Aquaculture farms can have many, highly-variable impacts on nearby wildlife

Aquaculture farms have the potential to impact nearby wildlife in a number of ways: an individual study alone would be unable to measure all the impacts. So the authors performed a meta-analysis and review of the scientific literature, examining over 9000 research papers published through November 2017, to determine the consensus on both positive and negative impacts from aquaculture farms.

The initial ISI Web of Science and Google Scholar searches for papers were whittled down to 204 studies. To be included in this analysis, studies needed to provide empirical field data on categories of interest (i.e. direct interactions between wildlife and aquaculture stock) so the interactions could be statistically measured. The resulting literature was heavily skewed toward Norway, the US, and Spain, with mainland China notably absent from the selected literature despite the country’s enormous aquaculture operations. Marine and estuarine environments were also overrepresented in the literature, despite most aquaculture occurring in freshwater. Fish, especially salmonids, sea bream, and sea bass, were the most studied in the literature. Algal and crustacean aquaculture were barely studied, with only 8 studies between them despite their dominance in the field.

Aquaculture farms’ effects on nearby wildlife abundance was varied. Fish were shown to have the largest changes in abundance due to the presence of farms with an average effect size of 49-times what would be expected without the farm. This large effect size was driven by huge effect sizes from a small number of studies (one finding a 1327-times increase) so these effects may be highly variable. The authors found in their meta-analysis that the presence of wildlife near farms was higher for fish farms than shellfish farms. They also found that effect sizes were generally larger if studies compared fish aggregations around farms to featureless reference sites (like the open ocean) versus structured habitats (like rocky reefs).

Farms almost certainly attract fish, either by encouraging wild fish to take up residence near the farms or by encouraging regular visitation. Wild fish found near aquaculture farms were generally 1.2-times larger and 1.7-times heavier than fish found in reference sites.
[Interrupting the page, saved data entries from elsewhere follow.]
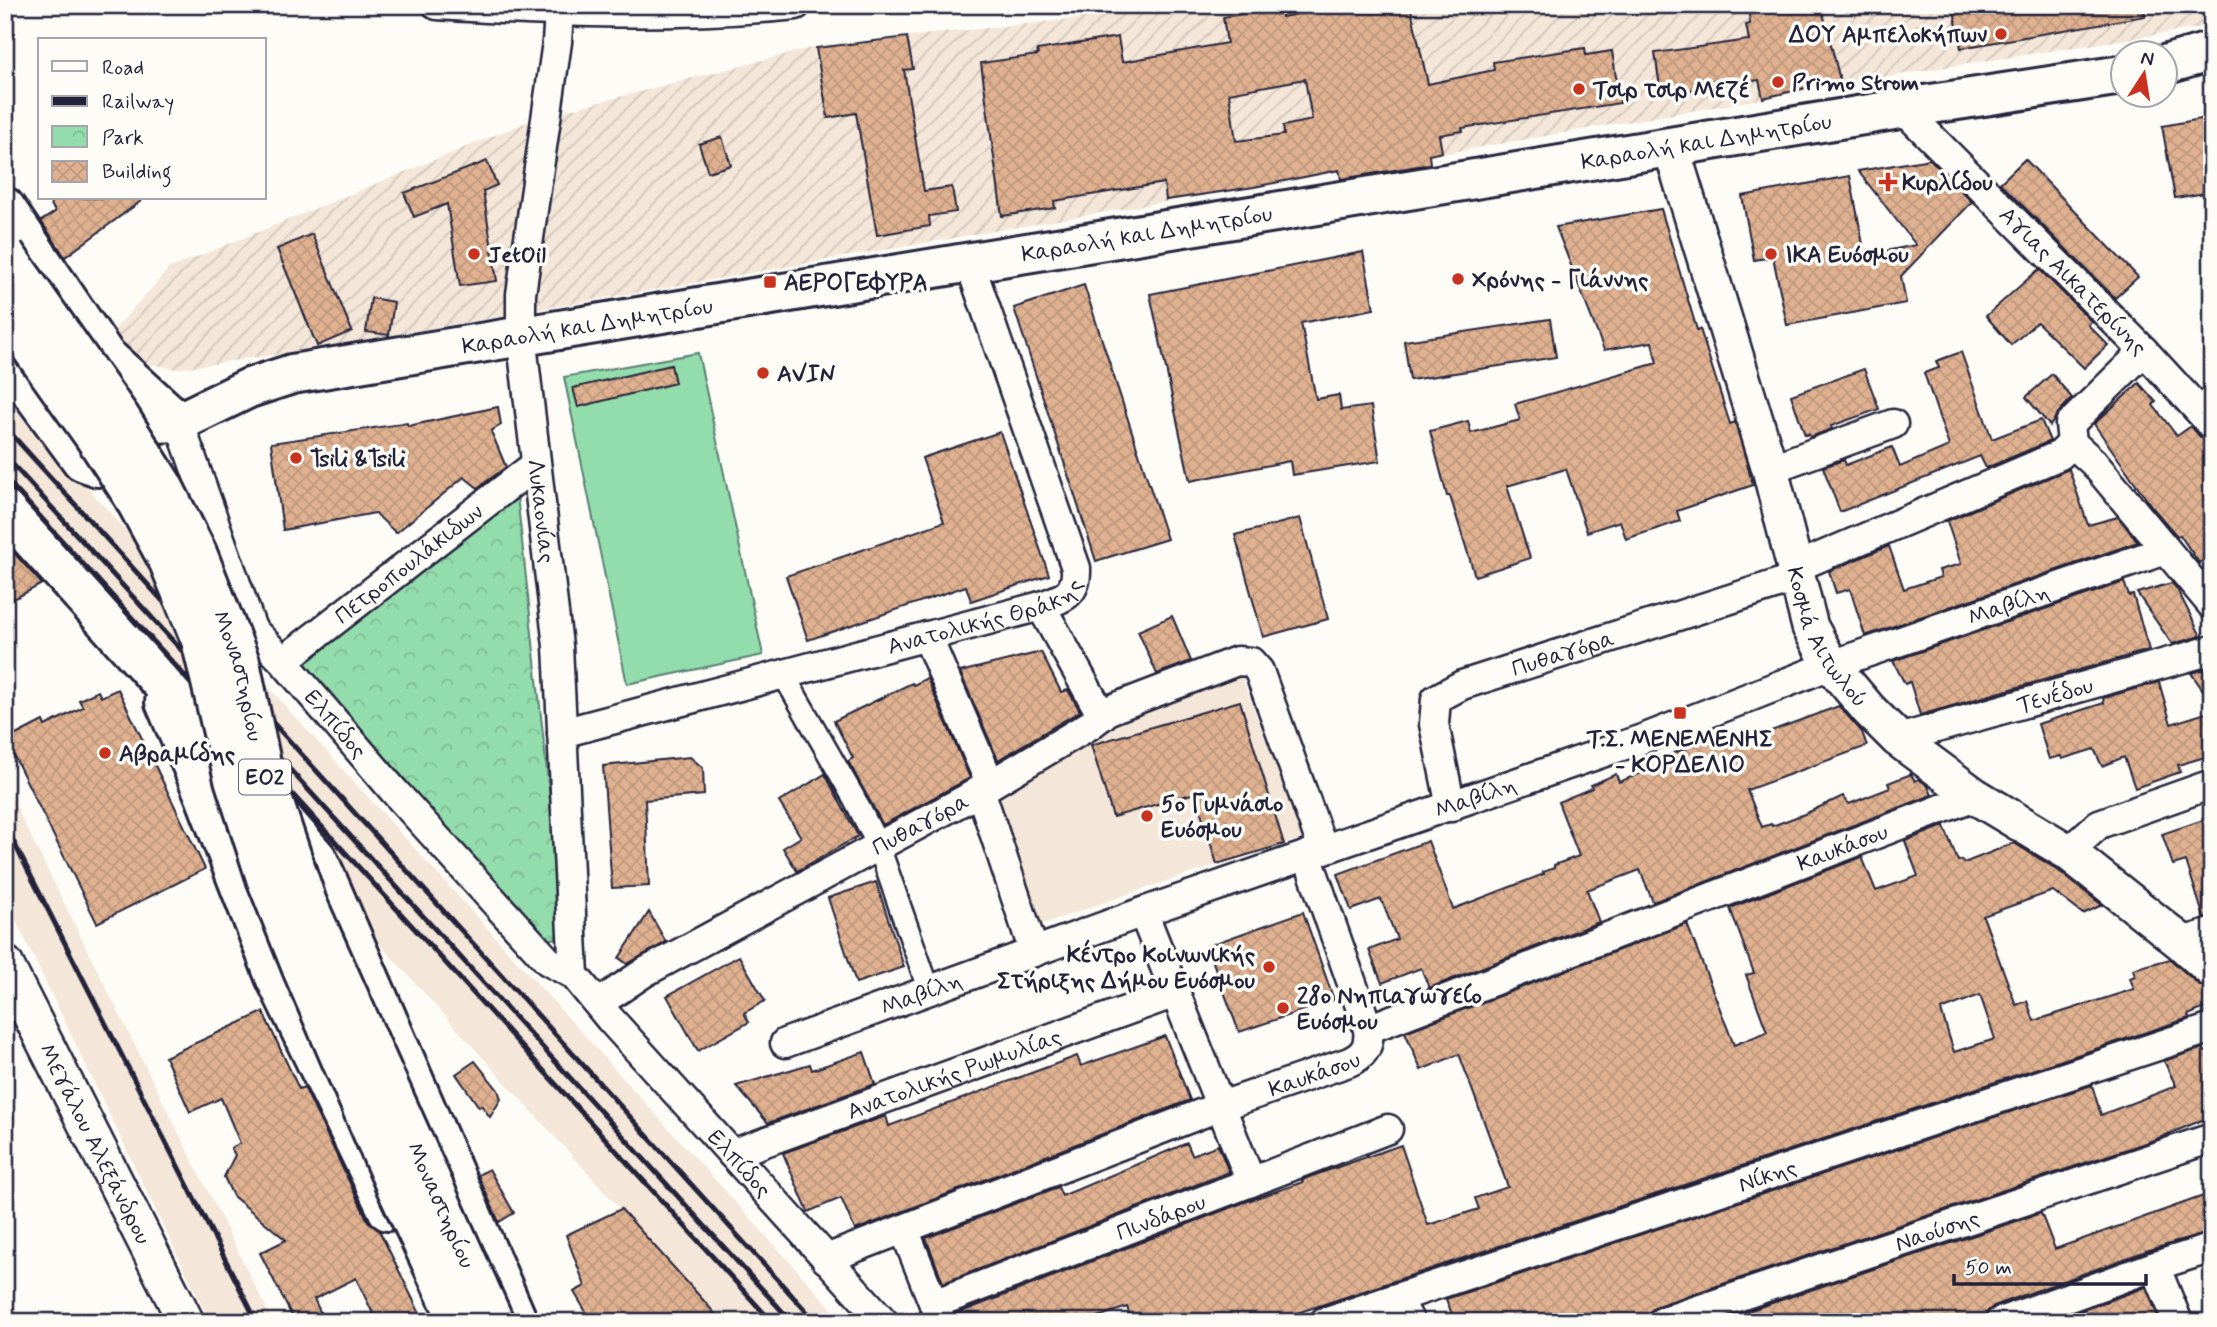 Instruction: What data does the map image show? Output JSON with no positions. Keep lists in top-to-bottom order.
{
  "streets": {
    "main road": ["Καραολή και Δημητρίου", "Μοναστηρίου", "ΕΟ2"],
    "street": [
      "Αγιας Αικατερίνης",
      "Λυκαονίας",
      "Πετροπουλάκιδων",
      "Μαβίλη",
      "Ανατολικής Θράκης",
      "Κοσμά Αιτωλού",
      "Πυθαγόρα",
      "Τενέδου",
      "Ελπίδος",
      "Καυκάσου",
      "Ανατολικής Ρωμυλίας",
      "Μεγάλου Αλεξάνδρου",
      "Νίκης",
      "Πινδάρου",
      "Ναούσης"
    ]
  },
  "crossings": [
    ["Καραολή και Δημητρίου", "Αγιας Αικατερίνης"],
    ["Καραολή και Δημητρίου", "Λυκαονίας"],
    ["Καραολή και Δημητρίου", "Ανατολικής Θράκης"],
    ["Καραολή και Δημητρίου", "Κοσμά Αιτωλού"],
    ["Καραολή και Δημητρίου", "Ελπίδος"],
    ["Λυκαονίας", "Πετροπουλάκιδων"],
    ["Λυκαονίας", "Ανατολικής Θράκης"],
    ["Λυκαονίας", "Ελπίδος"],
    ["Πετροπουλάκιδων", "Ελπίδος"],
    ["Μαβίλη", "Κοσμά Αιτωλού"],
    ["Μαβίλη", "Πυθαγόρα"],
    ["Κοσμά Αιτωλού", "Πυθαγόρα"],
    ["Κοσμά Αιτωλού", "Τενέδου"],
    ["Κοσμά Αιτωλού", "Καυκάσου"],
    ["Πυθαγόρα", "Ελπίδος"],
    ["Ελπίδος", "Καυκάσου"],
    ["Ελπίδος", "Ανατολικής Ρωμυλίας"]
  ],
  "places": {
    "other": [
      "ΔΟΥ Αμπελοκήπων",
      "Primo Strom",
      "Τσιρ τσιρ Μεζέ",
      "JetOil",
      "ΙΚΑ Ευόσμου",
      "Χρόνης - Γιάννης",
      "AVIN",
      "Tsili &Tsili",
      "Αβραμίδης",
      "5ο Γυμνάσιο Ευόσμου",
      "Κέντρο Κοινωνικής Στήριξης Δήμου Ευόσμου",
      "28ο Νηπιαγωγείο Ευόσμου"
    ],
    "health": ["Κυρλίδου"],
    "transit": ["ΑΕΡΟΓΕΦΥΡΑ", "Τ.Σ. ΜΕΝΕΜΕΝΗΣ - ΚΟΡΔΕΛΙΟ"]
  },
  "legend": [
    "Road",
    "Railway",
    "Park",
    "Building"
  ],
  "scale_bar": "50 m",
  "north": "top"
} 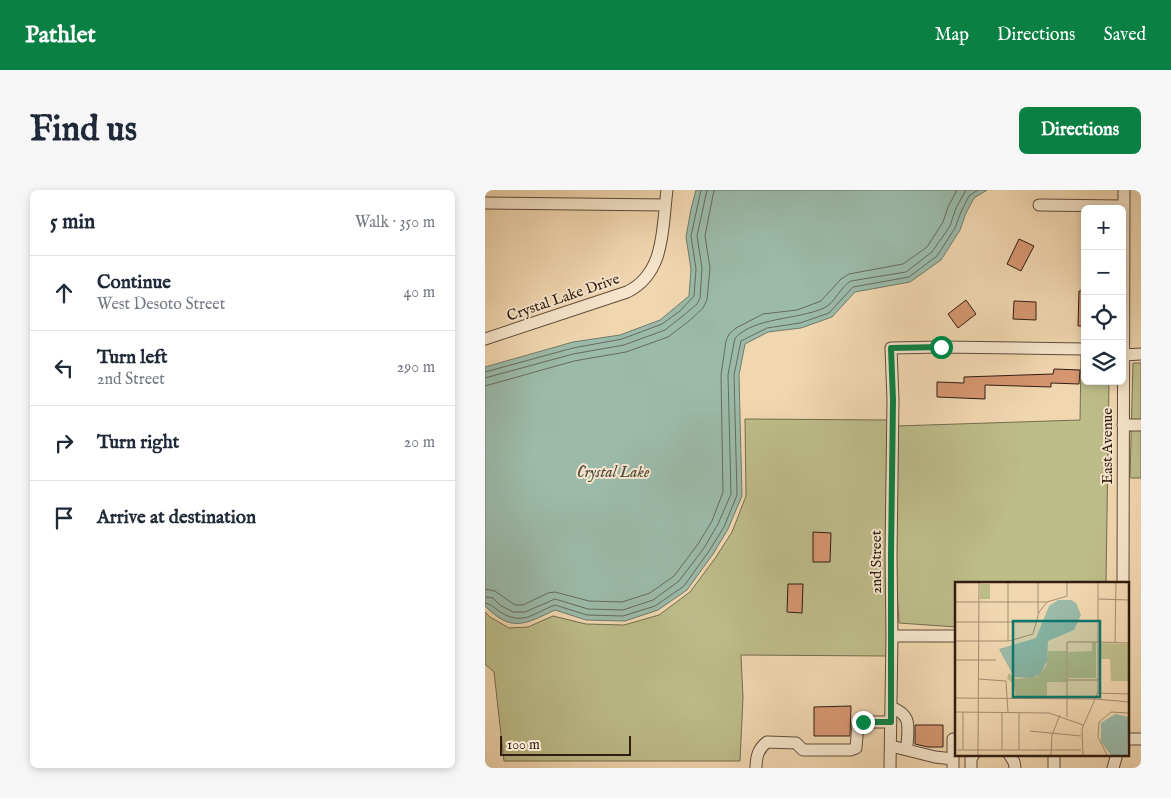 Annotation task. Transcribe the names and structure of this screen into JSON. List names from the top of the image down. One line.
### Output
{"streets":{"street":["Crystal Lake Drive","East Avenue","2nd Street"]},"water":["Crystal Lake"],"scale_bar":"100 m","page":{"header":"Pathlet","nav":["Map","Directions","Saved"],"buttons":"Directions","title":"Find us","heading":["5 min","Walk · 350 m"],"map_buttons":["+","−"],"list":[["Continue","West Desoto Street","40 m"],["Turn left","2nd Street","290 m"],["Turn right","20 m"],"Arrive at destination"],"scale":"100 m"}} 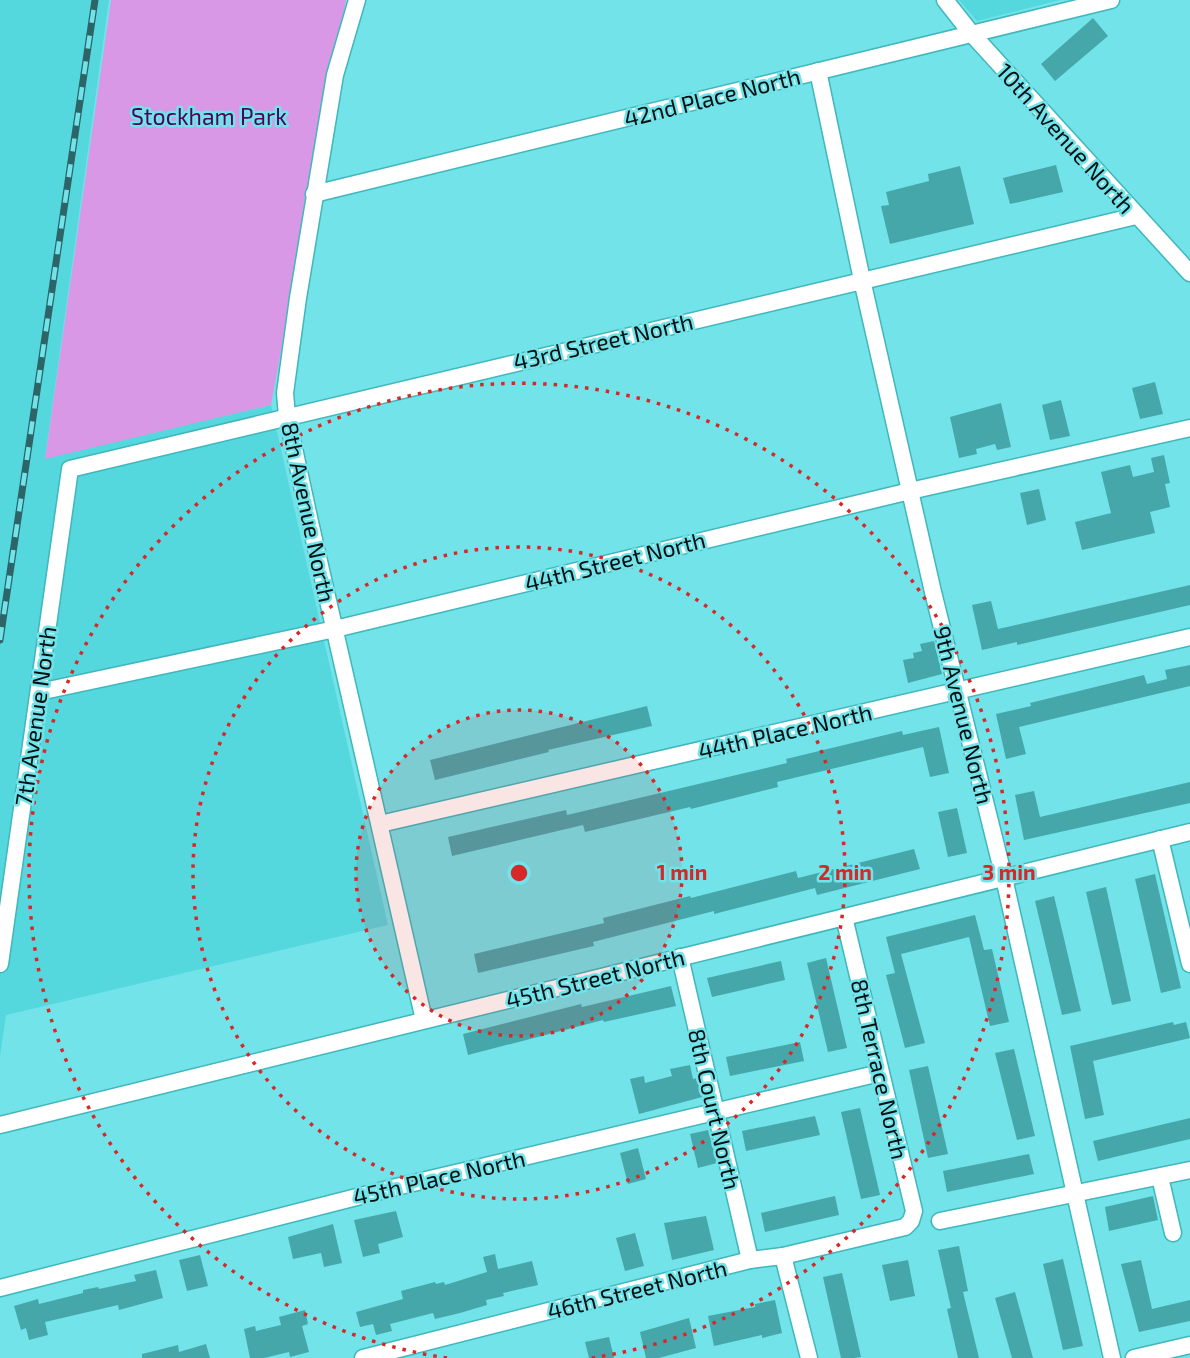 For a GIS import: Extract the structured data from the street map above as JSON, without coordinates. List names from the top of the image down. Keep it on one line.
{"streets":{"street":["42nd Place North","10th Avenue North","43rd Street North","8th Avenue North","44th Street North","9th Avenue North","7th Avenue North","44th Place North","45th Street North","8th Terrace North","8th Court North","45th Place North","46th Street North"]},"crossings":[["42nd Place North","10th Avenue North"],["42nd Place North","8th Avenue North"],["42nd Place North","9th Avenue North"],["10th Avenue North","43rd Street North"],["43rd Street North","8th Avenue North"],["43rd Street North","9th Avenue North"],["43rd Street North","7th Avenue North"],["8th Avenue North","44th Street North"],["8th Avenue North","44th Place North"],["8th Avenue North","45th Street North"],["44th Street North","9th Avenue North"],["44th Street North","7th Avenue North"],["9th Avenue North","44th Place North"],["9th Avenue North","45th Street North"],["45th Street North","8th Terrace North"],["45th Street North","8th Court North"],["8th Terrace North","45th Place North"],["8th Terrace North","46th Street North"],["8th Court North","45th Place North"],["8th Court North","46th Street North"]],"parks":["Stockham Park"],"rings":["1 min","2 min","3 min"]} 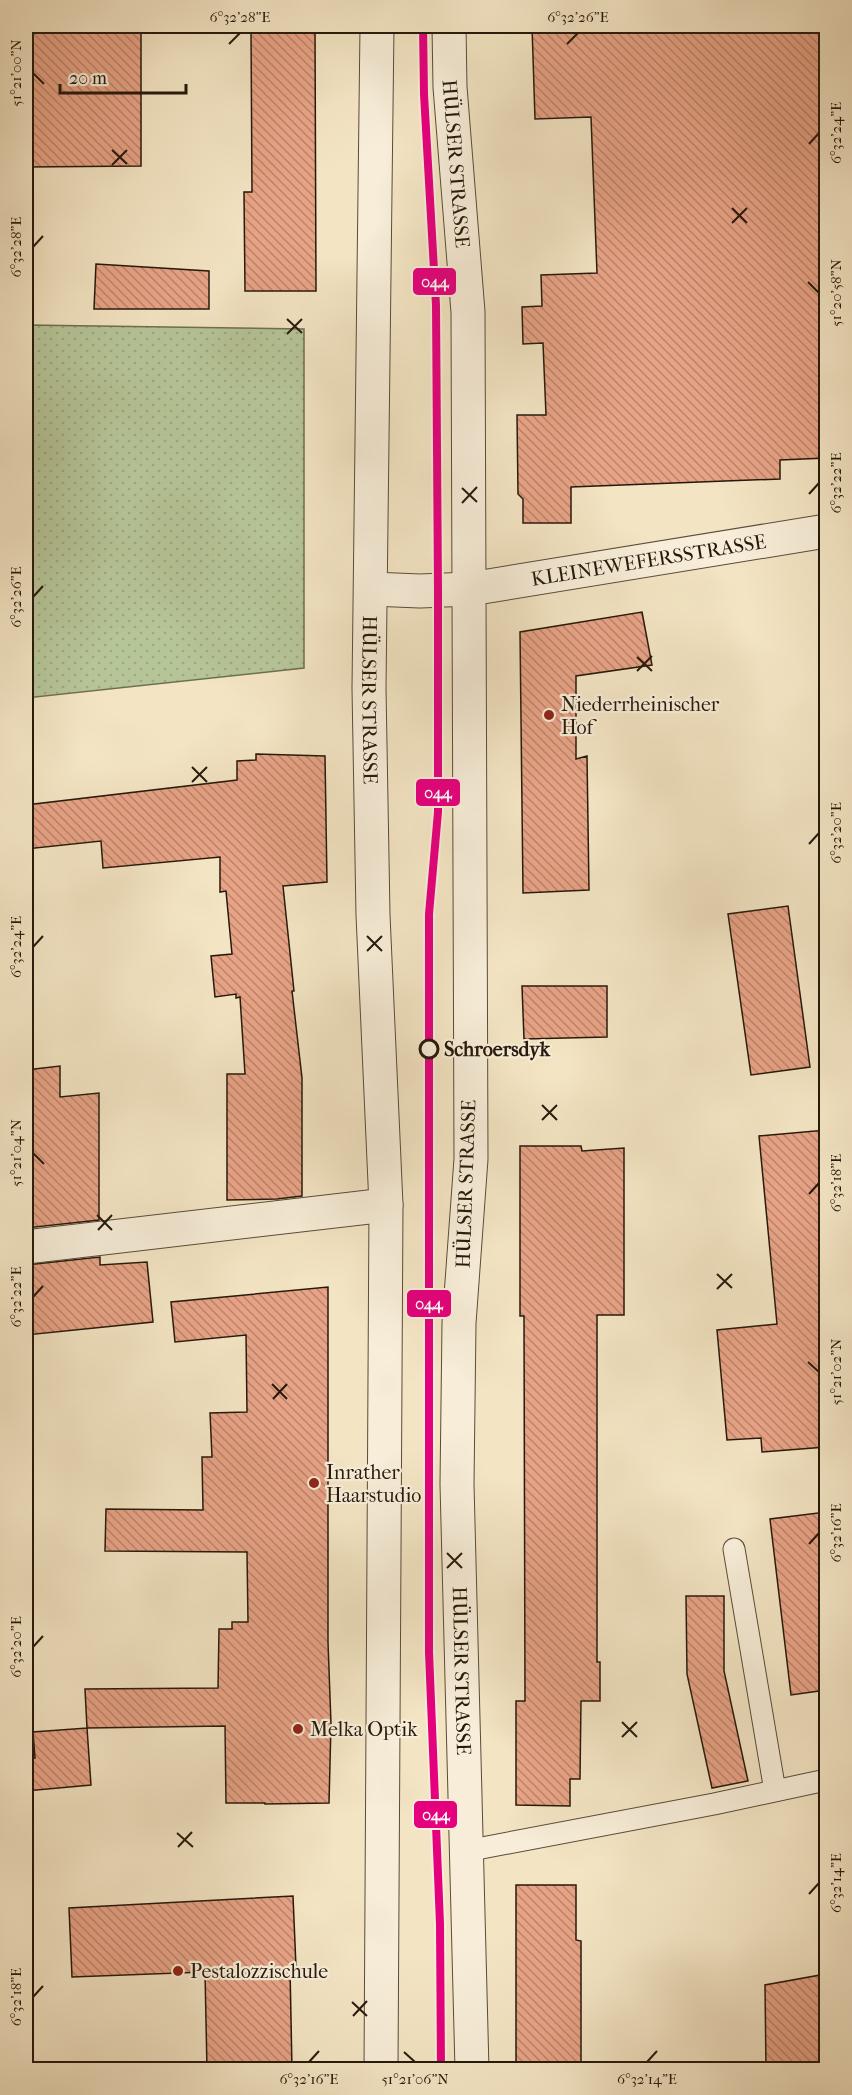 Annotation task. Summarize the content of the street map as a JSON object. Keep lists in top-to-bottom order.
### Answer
{
  "streets": {
    "street": ["HÜLSER STRASSE", "KLEINEWEFERSSTRASSE"]
  },
  "crossings": [
    ["HÜLSER STRASSE", "KLEINEWEFERSSTRASSE"]
  ],
  "places": [
    "Niederrheinischer Hof",
    "Schroersdyk",
    "Inrather Haarstudio",
    "Melka Optik",
    "Pestalozzischule"
  ],
  "lines": ["transit line 044"],
  "scale_bar": "20 m",
  "coordinates": [
    "6°32'28\"E",
    "6°32'26\"E",
    "51°21'00\"N",
    "6°32'24\"E",
    "51°20'58\"N",
    "6°32'22\"E",
    "6°32'20\"E",
    "51°21'04\"N",
    "6°32'18\"E",
    "51°21'02\"N",
    "6°32'16\"E",
    "6°32'14\"E",
    "51°21'06\"N"
  ]
}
These larger, wild fish were found to have different diets than reference fish, indicating that wild fish living nearby aquaculture operations were likely eating leftover fish food from the cultured fish, or otherwise benefiting from the food inputs to the farm (e.g. through fecal matter).

Three studies investigated antimicrobial-chemical contamination of fish farms, and each of them found such chemicals in the majority of fish sampled. “In each case, mean concentrations for positive samples exceed the current European Union limits for these substances in skin and muscle of finfish for human consumption”.

Viral, bacterial, and parasitic infections of wild fish around fish farms was either neutral or elevated. “Of the 11 studies that quantified changes in infection levels with the presence of active fish farms, all found higher levels of infection in farm-associated wild fish, with a mean 16x increase overall”.

Aquaculture sites tended to attract birds, particularly cormorants and herons. Shellfish farms tended to attract birds which specialize on eating shellfish or generalists. However, shellfish farms were noted to possibly displace other types of birds. Predatory birds tended to be killed by entangling themselves in nets or interacting with other anti-predation measures.

Mammals were also noted to be attracted to aquaculture farms: “pinnipeds have a propensity to become ‘nuisance animals’, damaging nets (leading to fish escapes) and consuming or stressing stock”. Steel mesh is the only option to keep mammals out of some farms.